A gradual elevation of systolic blood pressure (SBP) is commonly associated with aging and is generally recognized as being unhealthful. Accordingly, it would be most important if the major cause(s) behind this deleterious, age-related phenomenon were elucidated in order to develop sound regimens for prevention and treatment. As a first approximation, we examined SBP and many other parameters over a wide spectrum of age in 107 healthy females volunteering for a weight loss study. Since several observers have previously associated age-related SBP elevations to a corresponding fat accumulation, this report was also prompted by initial data showing that in older subjects when compared to the younger, fat mass did not seem relatively increased despite higher SBP readings. Therefore, we correlated much of our data via linear regression analysis to determine which of the other measured parameters could be responsible for the age-related augmentation in SBP. Body weight, BM1, fat mass, percent body fat, free fatty mass, cardiac rate, fasting blood sugar, insulin concentrations and HbAlC correlated positively with SBP. In contrast, circulating levels of Vitamin [D.sub.3] correlated negatively with SBP. Of the various parameters scrutinized, only FBS and HbAIC showed a significant positive rise with age and could be responsible, at least in part, with the age-related increase in SBP in the present study.

INTRODUCTION

It is generally accepted that a prolonged elevation of systolic blood pressure (SBP) is deleterious to cardiovascular health. (1-4) This is unfortunate, because the common trend is for a gradual rise in SBP with aging in the United States and many other Western nations. (5), (6) A popular theory is that increased body mass (especially fat mass) that occurs frequently during aging is largely responsible. (7), (12) Recently, we carried out a clinical "weight-loss" study using 107 healthy female volunteers. In this group, we noted by initial observation a significant elevation of SBP with aging despite no increased fat mass and/or body weight. Because at baseline each of the subjects had received a number of other evaluations, we believed, as a first approximation, it would be valuable to determine which of these additional parameters correlated with the age-related SBP elevations--if not excess fat accumulation.

MATERIAL AND METHODS

Study Design

To carry out the original "weight loss study," all participants gave written informed consent that was in compliance with the Helsinki Declaration as approved by the researchers' ethics committee. Most volunteers were overweight or obese with a group average BMI of 28.7 kg/[m.sup.2] [+ or -] 1.1 (SEM) (range 16.9 kg/[m.sup.2] to 50.6 kg/[m.sup.2]). The average age was 56.0 years [+ or -] 1.2 (SEM) (range 29 years to 80 years).

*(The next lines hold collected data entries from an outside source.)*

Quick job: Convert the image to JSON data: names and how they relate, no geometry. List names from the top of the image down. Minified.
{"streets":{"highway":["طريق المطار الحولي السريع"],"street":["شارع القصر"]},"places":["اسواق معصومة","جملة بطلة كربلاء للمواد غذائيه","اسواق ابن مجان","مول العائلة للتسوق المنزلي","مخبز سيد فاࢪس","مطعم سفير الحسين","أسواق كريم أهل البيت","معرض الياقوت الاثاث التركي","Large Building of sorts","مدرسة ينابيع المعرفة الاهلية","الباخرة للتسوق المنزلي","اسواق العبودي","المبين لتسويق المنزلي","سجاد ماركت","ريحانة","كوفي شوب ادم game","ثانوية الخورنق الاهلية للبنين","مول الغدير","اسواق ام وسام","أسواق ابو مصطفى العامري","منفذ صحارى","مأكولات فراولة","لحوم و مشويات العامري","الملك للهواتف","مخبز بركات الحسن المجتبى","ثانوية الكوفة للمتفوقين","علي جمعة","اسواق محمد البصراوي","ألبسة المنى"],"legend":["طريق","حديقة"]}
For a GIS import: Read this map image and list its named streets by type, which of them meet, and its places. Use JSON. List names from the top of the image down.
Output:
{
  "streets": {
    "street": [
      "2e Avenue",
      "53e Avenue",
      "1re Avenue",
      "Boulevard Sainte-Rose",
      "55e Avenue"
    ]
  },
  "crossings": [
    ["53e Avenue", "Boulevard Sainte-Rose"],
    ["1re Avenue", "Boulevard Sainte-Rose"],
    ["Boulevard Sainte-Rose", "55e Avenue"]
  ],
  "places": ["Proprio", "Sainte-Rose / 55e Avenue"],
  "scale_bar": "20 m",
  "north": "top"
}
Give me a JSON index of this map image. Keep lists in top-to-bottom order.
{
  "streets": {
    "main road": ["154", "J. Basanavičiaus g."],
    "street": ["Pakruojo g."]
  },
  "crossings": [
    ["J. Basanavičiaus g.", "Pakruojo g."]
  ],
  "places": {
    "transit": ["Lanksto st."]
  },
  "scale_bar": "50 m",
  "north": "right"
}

After reviewing the study with a research technician, subjects were provided with a copy of the study's informed consent (1C) and were asked to review it with their personal physicians to ensure they had no medical conditions that would preclude their participation. After fasting for at least 12 hours, subjects returned to the research center and completed the test battery described below. All 107 subjects completed a baseline test battery that included: total-body DXA measures of body composition, blood pressure and resting heart-rate, and a 43-blood chemistry blood test panel. Blood chemistries were drawn at a Lab Corps Service Center of the subject's choice (www.labcorp.com).

Specific Testing

Body Composition. In contrast to scale weight readings, which reflect how much not what kind of weight is lost, DEXA measurements provide for assessment of the kind of weight lost--fat, fat-free mass (FFM) and bone mineral density (BMD). The DEXA test provides a three-compartment model of body composition: fat, fat free mass (FFM), and bone mineral density (BMD). Measurements were made using a constant potential energy source at 78 kVp and a K-edge filler (cerium) to achieve a congruent, stable, dual-energy beam with effective energies of 40 and 70 keV. The unit performs a series of transverse scans moving from head to toe at one mm intervals; the scan area was approximately 60 cm x 200 cm. Data were collected for about 120 pixel elements (5 x 10 mm) per transverse. Total body measurements were typically completed in -10 minutes with a scan speed of 16 cm/sec or in -20 minutes with a scan speed of eight cm/sec. The R-value (ratio of low to high-energy attenuation in soft tissue) ranged from 1.20 to 1.47.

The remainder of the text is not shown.